Physician Dana Farber Cancer Institute Boston, Massachusetts, United States
Introduction: Anti-BCMA CAR T-cell therapy is approved for relapsed and refractory multiple myeloma (RRMM) with two available products (idecabtagene vicleucel, ide-cel and ciltacabtagene autoleucel, cilta-cel). Data regarding long-term toxicities in a real-world population is lacking. We report long-term toxicities in patients treated with ide-cel or cilta-cel at Dana-Farber Cancer Institute/Brigham and Women’s Hospital.

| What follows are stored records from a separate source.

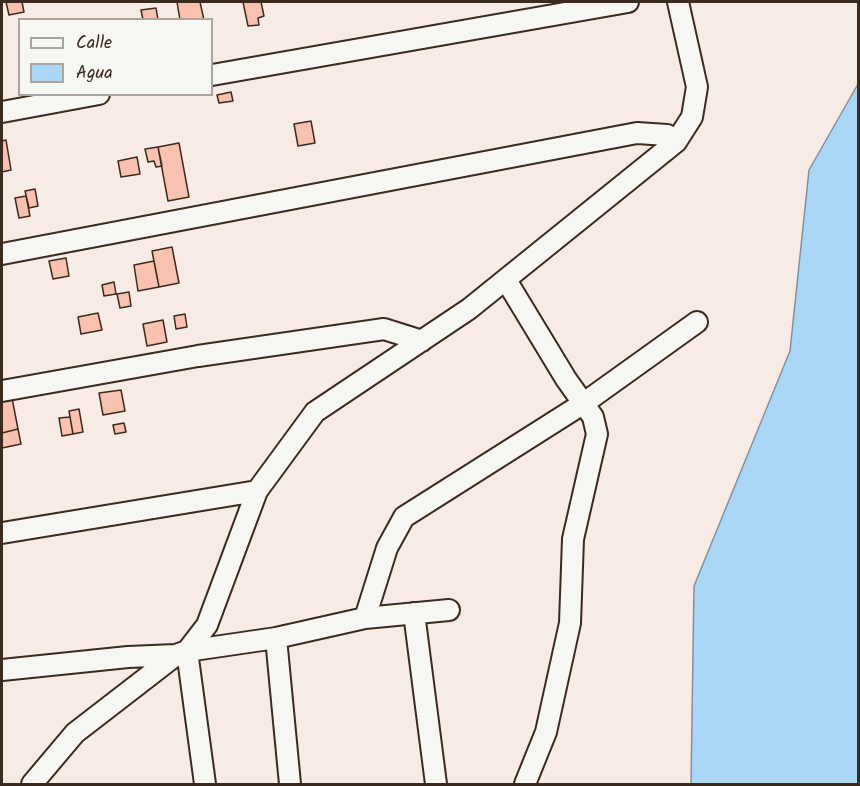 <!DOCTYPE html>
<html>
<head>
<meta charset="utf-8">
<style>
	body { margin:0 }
	#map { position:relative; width:860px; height:786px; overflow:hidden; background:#f7ebe5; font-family:Kalam,sans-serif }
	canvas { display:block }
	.frame { position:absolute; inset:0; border:3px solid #3b2a1e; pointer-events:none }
	.legend { position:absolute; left:18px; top:18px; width:195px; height:78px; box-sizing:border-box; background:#f6f6f2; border:2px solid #aba49d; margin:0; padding:8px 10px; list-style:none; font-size:18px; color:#3b2a1e }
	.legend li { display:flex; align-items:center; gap:12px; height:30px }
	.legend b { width:30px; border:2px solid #aba49d }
</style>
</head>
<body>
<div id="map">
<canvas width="860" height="786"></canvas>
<div class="frame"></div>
<ul class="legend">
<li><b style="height:8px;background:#f6f6f2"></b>Calle</li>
<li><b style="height:16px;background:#abd7f7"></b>Agua</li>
</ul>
</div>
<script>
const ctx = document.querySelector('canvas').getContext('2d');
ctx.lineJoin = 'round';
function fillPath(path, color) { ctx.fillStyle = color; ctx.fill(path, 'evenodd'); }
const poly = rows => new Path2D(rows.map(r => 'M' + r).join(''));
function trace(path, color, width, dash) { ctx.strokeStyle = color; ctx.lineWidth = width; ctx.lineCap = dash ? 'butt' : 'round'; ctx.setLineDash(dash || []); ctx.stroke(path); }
const water = poly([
	[858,84,858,784,691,784,694,586,790,351,809,170,858,84]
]);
const building = poly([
	[6,2,22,2,24,12,9,15,6,2],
	[177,2,200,2,204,20,180,20,177,2],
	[243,2,261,2,264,16,258,18,259,25,248,26,243,2],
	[156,8,158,20,143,20,141,10,156,8],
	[231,92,233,101,219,103,217,95,231,92],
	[311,121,315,143,298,146,294,124,311,121],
	[6,140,11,170,2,172,2,141,6,140],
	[179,143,189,197,168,201,158,147,179,143],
	[158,147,162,166,156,167,154,161,148,162,145,149,158,147],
	[137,157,140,174,121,177,118,161,137,157],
	[35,189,38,206,29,208,25,191,35,189],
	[26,196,30,216,19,218,15,198,26,196],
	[172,247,179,283,159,287,152,251,172,247],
	[66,258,69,276,53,279,49,261,66,258],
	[154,261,159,287,138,291,134,265,154,261],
	[114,282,116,294,104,296,102,285,114,282],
	[129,292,131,306,120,308,117,294,129,292],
	[98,313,102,330,81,334,78,317,98,313],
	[185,314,187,327,176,329,174,316,185,314],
	[163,320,167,342,147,346,143,324,163,320],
	[121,390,125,411,103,415,99,393,121,390],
	[12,398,18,429,2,433,2,400,12,398],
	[79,409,83,432,73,434,69,411,79,409],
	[70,417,73,434,62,436,59,418,70,417],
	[124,423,126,432,115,434,113,425,124,423],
	[18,429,21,444,2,448,2,433,18,429]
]);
const minor = poly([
	[212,75,628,2],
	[2,112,99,94],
	[2,254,637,133,667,135,676,142],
	[506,280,566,379,593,417,597,434,573,539,570,623,546,732,525,784],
	[2,391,198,356,384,329,422,341],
	[2,533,257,491],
	[414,613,436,784],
	[365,618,387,548,404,517,584,403,697,322],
	[276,638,290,784],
	[2,670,128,657,176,655],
	[32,784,75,733,176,655,187,651,207,625,257,491,315,412,469,309,676,142,692,117,697,87,678,2],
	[205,784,187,651,276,638,365,618,449,610]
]);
fillPath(water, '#abd7f7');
trace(water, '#7e92a0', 1.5);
fillPath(building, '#f9c1af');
trace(building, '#3b2a1e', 1.5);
trace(minor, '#3b2a1e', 24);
trace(minor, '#f6f6f2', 20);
</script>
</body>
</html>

Methods: Patients who received an anti-BCMA CAR T-cell infusion for RRMM between 8/9/2021 – 2/22/23 were retrospectively analyzed. Toxicities were divided into early ( < 30d), late (30—90d), and prolonged (>90d).
Results: Fifty-four patients, median age 66 yrs. (34-79) received cilta-cel (n = 7, 13%) or ide-cel (n = 47, 87%) and were followed for median 158 days (range 29-395). Median number of prior regimens was 8 (3-15). A total of 13 patients (24%) received prior belantamab mafodotin (blmf). Bridging therapy was used in 41 (76%) patients with most receiving alkylator therapy and 4 on continued blmf.

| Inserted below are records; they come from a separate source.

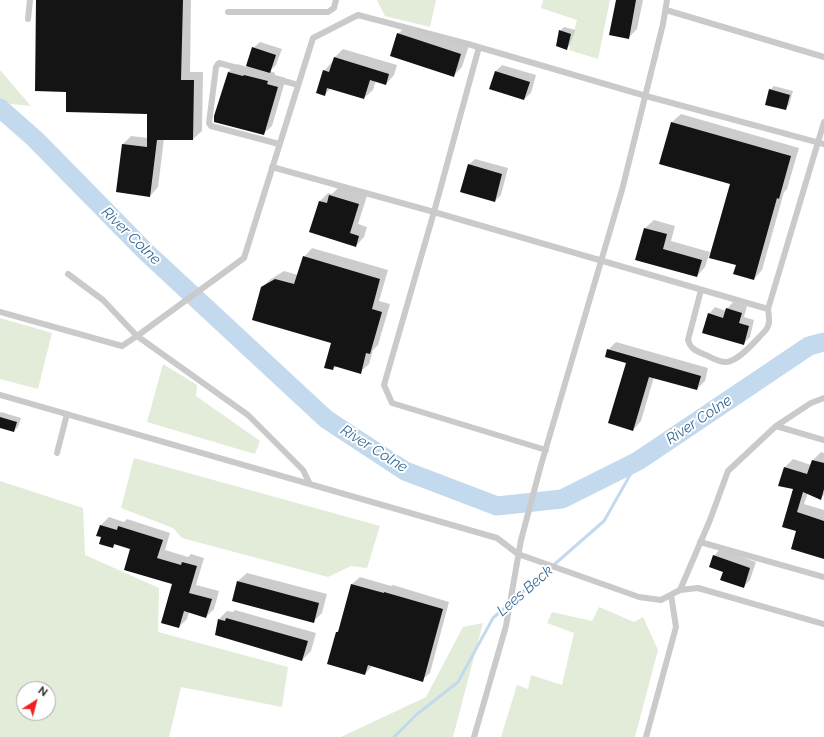 <!DOCTYPE html>
<style>
body{margin:0}
#map{position:relative;width:824px;height:737px;overflow:hidden;background:#fff;font-family:Raleway,sans-serif}
canvas{display:block}
.north{position:absolute;left:16px;top:681px;width:40px;height:40px;box-sizing:border-box;background:#fff;border:1px solid #ababab;border-radius:50%;rotate:36deg;font-size:11px;font-weight:700;line-height:16px;text-align:center;color:#2d2d2d}
.north::after{content:'';display:block;margin:auto;width:14px;height:18px;background:#f41f1f;clip-path:polygon(50% 0,100% 100%,50% 72%,0 100%)}
</style>
<div id="map">
<canvas width="824" height="737"></canvas>
<div class="north">N</div>
</div>
<script>
const ctx = document.querySelector('canvas').getContext('2d');
ctx.lineJoin = 'round';
function paint(path, color) {
  ctx.fillStyle = color;
  ctx.fill(path, 'evenodd');
}
function trace(path, color, width, dash) {
  ctx.strokeStyle = color;
  ctx.lineWidth = width;
  ctx.lineCap = dash ? 'butt' : 'round';
  ctx.setLineDash(dash || []);
  ctx.stroke(path);
}
function drawText(font, color, halo, rows, align = 'center') {
  ctx.font = font + ' Raleway,sans-serif';
  ctx.lineWidth = 4;
  ctx.setLineDash([]);
  ctx.textBaseline = 'middle';
  ctx.strokeStyle = halo;
  ctx.fillStyle = color;
  for (const [text, x, y, turn = 0] of rows) {
    ctx.save();
    ctx.translate(x, y);
    ctx.rotate((+turn || 0) * Math.PI / 180);
    ctx.textAlign = isNaN(turn) ? turn : align;
    if (halo) ctx.strokeText(text, 0, 0);
    ctx.fillText(text, 0, 0);
    ctx.restore();
  }
}
paint(new Path2D(`
 M377,0H436L430,27L385,16Z
 M543,0H610L598,59L569,50L577,20L541,8Z
 M0,70L31,106L0,103Z
 M0,318L52,333L38,389L0,379Z
 M163,364L197,385L196,396L260,441L255,454L147,422Z
 M134,458L380,526L367,568L351,566L328,577L182,538L173,528L121,508Z
 M0,481L83,508L85,555L159,588L158,632L288,667L282,707L181,687L169,737H0ZM24,689H48V713H24Z
 M599,607L634,622L643,617L658,650L635,737H501L517,685L528,689L531,675L562,685L574,633L547,623L552,612L592,621Z
 M483,623L453,737H341L426,697L463,627Z`), '#e2ecd9');
paint(new Path2D(`
 M37,0H191L190,72H203L202,131L193,139H164L158,187L150,196L123,144L131,136L148,138V113L68,91Z
 M617,0H643L637,29L628,38Z
 M407,25L469,45L462,67L453,76L398,34Z
 M564,27L575,30L570,45L566,49L560,31Z
 M260,42L282,49L276,65L270,71L275,73V75L286,78L272,126L263,134L228,72L237,64L247,67L253,48Z
 M343,49L397,65L394,75L386,84L376,80L373,90L364,98L331,88L325,94L324,71L332,62H333L335,57Z
 M502,65L536,75L531,93L524,99L490,88L496,71Z
 M774,86L793,91L789,105L785,109L770,90Z
 M681,114L799,148L787,189L784,192L762,270L754,279L737,265L731,184L672,122Z
 M475,159L508,168L501,195L495,201L468,165Z
 M339,187L367,196L358,224L367,227L364,237L356,246L310,231L320,201L328,193L332,194Z
 M654,220L675,226L671,241L710,252L705,267L697,276L636,259L645,228Z
 M312,248L388,270L379,301L390,304L378,345L373,350L369,364L360,372L337,366L333,369V342L262,287L271,279L284,271L298,275L304,257Z
 M733,302L747,306L744,317L754,320L750,337L743,344L709,314L715,307L726,311L727,309Z
 M616,342L708,368L705,381L697,389L654,377L641,421L633,430L627,362L608,350Z
 M1,412L21,418L18,427L14,431L0,427V413Z
 M821,452L824,453V495L820,499L808,493L804,504L824,510V558L797,531L795,488L785,467L793,459L811,465L813,460Z
 M109,517L124,522L127,519L170,533L165,550L188,557L191,554L204,558L196,585L219,591L214,609L206,617L189,612L187,619L179,627L174,584L131,549L116,544L113,547L102,537L101,525Z
 M720,549L756,562L750,580L743,587L724,571L714,556Z
 M247,573L327,594L322,613L314,621L238,581Z
 M360,577L391,586L393,585L449,602L430,673L422,680L372,666L365,674L337,632L339,630L352,584Z
 M235,610L316,633L311,651L302,660L219,619L227,611L233,612Z`), '#0003');
trace(new Path2D(`
 M394,737L416,715L458,682L493,618L604,521L638,461`), '#c3daee', 3);
trace(new Path2D(`
 M0,108L35,139L146,252L326,419L405,471L497,506L562,499L638,461L809,346L824,342`), '#c3daee', 19);
paint(new Path2D(`
 M36,0H183L181,80H194L193,140H157L150,197L116,192L122,144L147,147V114L66,112V92L35,91Z
 M616,0H636L629,39L609,35Z
 M559,30L571,34L567,50L556,46Z
 M397,33L461,54L454,77L390,56Z
 M252,47L276,55L270,73L246,66Z
 M334,57L389,74L386,85L370,80L364,99L327,88L325,96L316,93L323,70L329,72Z
 M495,71L530,82L524,100L489,89Z
 M228,72L243,76L244,75L268,81L267,84L278,87L264,135L214,122V116Z
 M769,89L790,95L786,110L765,105Z
 M671,122L791,156L779,199L777,198L754,280L733,274L736,265L709,258L730,184L659,164Z
 M468,164L502,174L495,202L460,192Z
 M329,195L359,204L350,233L359,236L356,247L309,232L319,201L327,203Z
 M644,228L667,234L663,249L702,260L697,277L635,260Z
 M303,256L380,279L372,309L382,312L370,354L366,353L361,374L334,366L333,370L324,368L331,343L252,320L261,287L275,279L294,284Z
 M726,308L742,313L739,323L749,326L744,345L702,333L708,313L723,318Z
 M607,349L701,376L697,390L649,377L633,431L608,423L626,363L605,357Z
 M0,417L17,422L14,432L0,428Z
 M812,460L824,463V489L821,500L803,492L797,512L824,521V559L791,549L796,531L782,527L793,489L778,486L784,467L807,474Z
 M100,525L117,530L118,526L163,540L157,558L181,565L182,562L197,566L189,593L212,599L206,618L184,611L179,628L161,623L172,584L124,570L130,549L114,544L113,548L99,544L101,537L96,536Z
 M713,555L750,568L744,588L720,580L723,572L709,567Z
 M237,581L319,603L314,623L232,601Z
 M351,584L384,593V592L443,609L423,682L368,665L365,675L327,664L336,632H338Z
 M226,618L308,641L302,661L215,635L218,619L225,621Z`), '#141414');
trace(new Path2D(`
 M666,10L824,57
 M228,12H328L334,8L336,0
 M28,19L30,0
 M479,47L434,212L384,385L392,403L546,450
 M279,144L211,126L209,123L216,67L218,64L219,63L298,85
 M272,167L434,212L768,309L824,122
 M68,274L103,300L137,336L244,258L313,38L358,15L468,44L646,96L824,144
 M701,290L688,340C691,350 697,351 706,355C712,358 720,363 727,362C740,360 756,340 765,331C771,324 769,317 768,309
 M0,312L122,346L137,336L248,415L303,470L310,484
 M0,395L497,538L518,554L639,597L661,600L680,590L710,520L728,471L776,426L811,403L824,398
 M776,426L824,440
 M57,453L67,414
 M700,542L824,577
 M680,590L698,588L824,624
 M474,737L506,626L521,540L541,465L622,190L663,24L667,0
 M646,737L676,627L671,595`), '#cacaca', 6);
drawText('italic 15px', '#346996', '#fff', [
 ["River Colne",131,236,44],
 ["River Colne",699,420,-34],
 ["River Colne",374,449,32],
 ["Lees Beck",525,591,-41]
]);
</script>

Cytokine release syndrome (CRS) was reported in 76% of patients (G1: n=30, 56%; G2: n=11, 20%) and neurotoxicity in 4 patients (G1: n=2, 7%; G2: n=2, 4%; grade 2: n=2, 4%,). Any-grade cytopenias included: anemia (n=51, 94%), thrombocytopenia (n=45, 83%) and neutropenia (n=45, 83%).
Grade ≥3 (high-grade) early cytopenias included neutropenia (n=14, 26%; G3: 19%, G4: 7%) thrombocytopenia (n=13, 24%; G3: 13%, G4: 11%) and anemia (G3: n=1, 2%). High-grade late cytopenias included thrombocytopenia (n=14, 26%; G3: 19%, G4: 7%), neutropenia (n=13, 24%; G3: 13%, G4: 11%) and anemia (G3: n=3, 6%). High-grade prolonged cytopenias included neutropenia (G3: n=6, 11%), thrombocytopenia (n=6, 11%; G3: 7%, G4: 4%), and anemia (G3: n=2, 4%). Ten patients (19%) had one or more prolonged high-grade cytopenias; the median age of patients who recovered counts was 60 (n=5, 50%) versus 74 for those who did not (n=5, 50%). Supportive care for all 10 patients included: IVIg (50%), G-CSF (40%), darbepoeitin alfa (40%), and romiplostim (30%).

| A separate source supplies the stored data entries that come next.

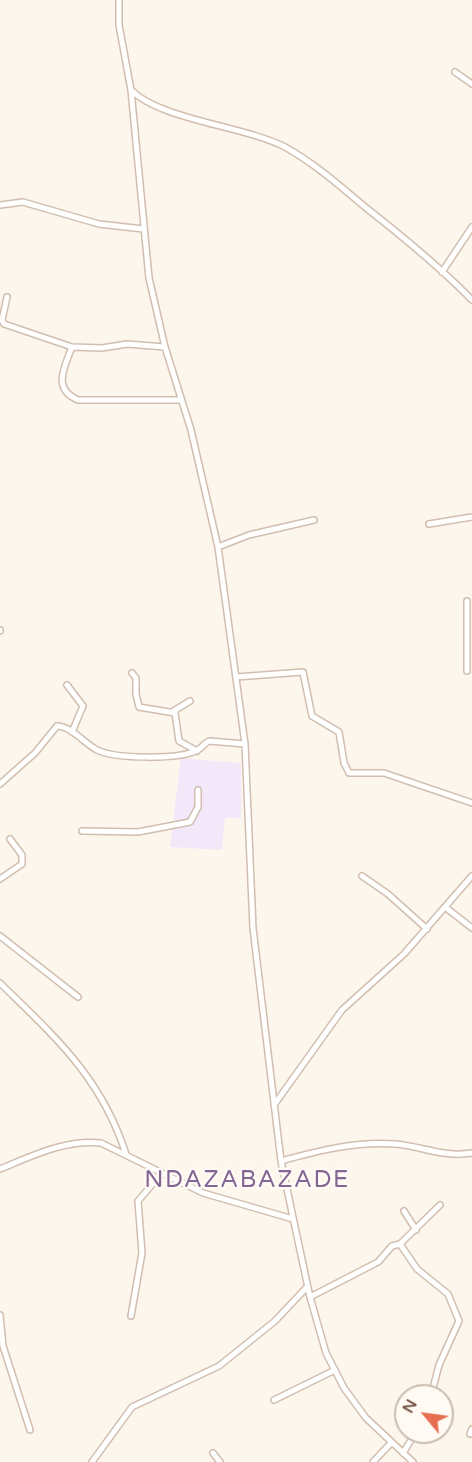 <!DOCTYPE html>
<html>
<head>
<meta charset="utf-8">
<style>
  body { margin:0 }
  #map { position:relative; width:472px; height:1462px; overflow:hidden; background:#fdf6ec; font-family:"Varela Round",sans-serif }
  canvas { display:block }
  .north { position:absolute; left:394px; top:1384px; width:60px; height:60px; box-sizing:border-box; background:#fffaf3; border:2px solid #cabbb1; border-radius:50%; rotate:299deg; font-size:16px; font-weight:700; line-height:24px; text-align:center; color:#7a5c4d }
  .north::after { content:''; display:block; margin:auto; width:21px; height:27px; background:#e76f51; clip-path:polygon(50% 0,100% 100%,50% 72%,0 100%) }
</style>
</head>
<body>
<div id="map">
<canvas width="472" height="1462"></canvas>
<div class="north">N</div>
</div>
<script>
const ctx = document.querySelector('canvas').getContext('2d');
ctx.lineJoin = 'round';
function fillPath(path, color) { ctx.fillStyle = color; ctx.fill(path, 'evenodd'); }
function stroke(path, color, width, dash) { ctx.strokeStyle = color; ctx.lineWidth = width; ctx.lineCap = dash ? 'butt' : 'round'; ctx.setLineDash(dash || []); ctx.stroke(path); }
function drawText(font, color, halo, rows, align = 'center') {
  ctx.font = font + ' "Varela Round",sans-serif'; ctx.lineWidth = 5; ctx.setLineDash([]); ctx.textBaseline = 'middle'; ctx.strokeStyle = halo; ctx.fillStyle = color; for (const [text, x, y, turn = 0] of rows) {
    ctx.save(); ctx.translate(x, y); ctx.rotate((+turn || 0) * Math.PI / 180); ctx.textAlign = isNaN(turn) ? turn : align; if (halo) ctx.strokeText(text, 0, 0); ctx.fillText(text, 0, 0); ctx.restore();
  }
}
fillPath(new Path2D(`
  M 181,758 L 241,763 L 241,818 L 225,818 L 222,850 L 170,847 Z`), '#f3e8fa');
const street = new Path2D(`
  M 119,0 L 119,25 L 131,90 L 149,278 L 165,347 L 191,430 L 218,547 L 245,744 L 253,928 L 281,1161 L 310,1297 L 326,1353 L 344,1388 L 366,1418 L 413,1462
  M 455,72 L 472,84
  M 131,90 C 161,120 244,126 285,147 C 314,163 340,186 365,207 C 402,236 439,266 472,300
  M 0,205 L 23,202 L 99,224 L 143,229
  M 442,272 L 472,227
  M 7,297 L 2,320 L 4,324 L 72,347
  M 165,347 L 127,344 L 102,348 L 72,347 C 64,368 52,389 78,400 L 181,400
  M 429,524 L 472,517
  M 218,547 L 249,535 L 314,520
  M 467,601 L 467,671
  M 0,630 L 0,631
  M 132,673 L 136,678 L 136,694 L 139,707 L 175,713 L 179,741 L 197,751
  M 236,677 L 303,672 L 312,716 L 339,732 L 344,763 L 349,773 L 384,773 L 472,803
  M 67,685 L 83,706 L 72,732
  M 172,712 L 190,701
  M 0,784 L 35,753 L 57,726 C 71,726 84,743 97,750 C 116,759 179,760 198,750 C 202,747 205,743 209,741 L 245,744
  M 82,831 L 138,832 L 190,822 L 198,807 L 198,790
  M 362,876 L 388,894 L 427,929
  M 0,879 L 22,864 L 22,855 L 10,839
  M 445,907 L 472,928
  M 0,936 L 78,997
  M 0,983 C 56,1038 101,1077 126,1154
  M 274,1105 L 342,1010 L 404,954 L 472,876
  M 281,1161 C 317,1151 356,1141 395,1144 C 421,1146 445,1158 472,1153
  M 0,1169 C 32,1156 66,1139 101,1143 L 203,1193 L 293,1219
  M 404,1211 L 416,1230
  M 400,1244 L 440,1205
  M 310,1297 L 378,1262 L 392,1246 L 400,1244 L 417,1269 L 448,1294 L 459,1321 L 439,1365 L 431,1396
  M 0,1315 L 3,1346 L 30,1430
  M 131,1316 L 142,1253 L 138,1201 L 162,1173
  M 274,1400 L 335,1370
  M 470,1434 L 472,1429
  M 213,1453 L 220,1462
  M 403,1453 L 416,1432
  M 92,1462 L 132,1407 L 219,1366 L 275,1321 L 307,1287
  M 373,1462 L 391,1443`);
stroke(street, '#d1beb0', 8);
stroke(street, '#fff', 5);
ctx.letterSpacing = '1.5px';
drawText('24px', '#846695', '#fffaf3', [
  ["NDAZABAZADE",247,1181]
]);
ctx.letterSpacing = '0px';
</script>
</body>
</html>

Eleven patients (20%), median age 68 yrs. (51-75) developed nonfatal infections, with 5 requiring hospitalization. Most common infections involved the respiratory tract (n=9, 17%); 5 patients with COVID-19 and 4 with pneumonia. A total of 41 patients (76%) had hypogammaglobulinemia ( < 600 mg/dL), including 9 of the 11 patients (82%) with infections. No treatment related deaths or myeloid neoplasms were observed.
Overall response rate was 85% (n=46) with 65% (n=35) achieving a very good partial response or better, including 26% (n=14) with a complete response. A total of 25 patients (46%) had either progressive disease or started new therapy at data cutoff with 12 deaths due to progression.
Conclusions: This analysis reports less frequent high-grade cytopenias as compared to previous clinical trial data. Number of prior therapies, bridging regimens, and CRS were not found to be predictive of prolonged toxicity.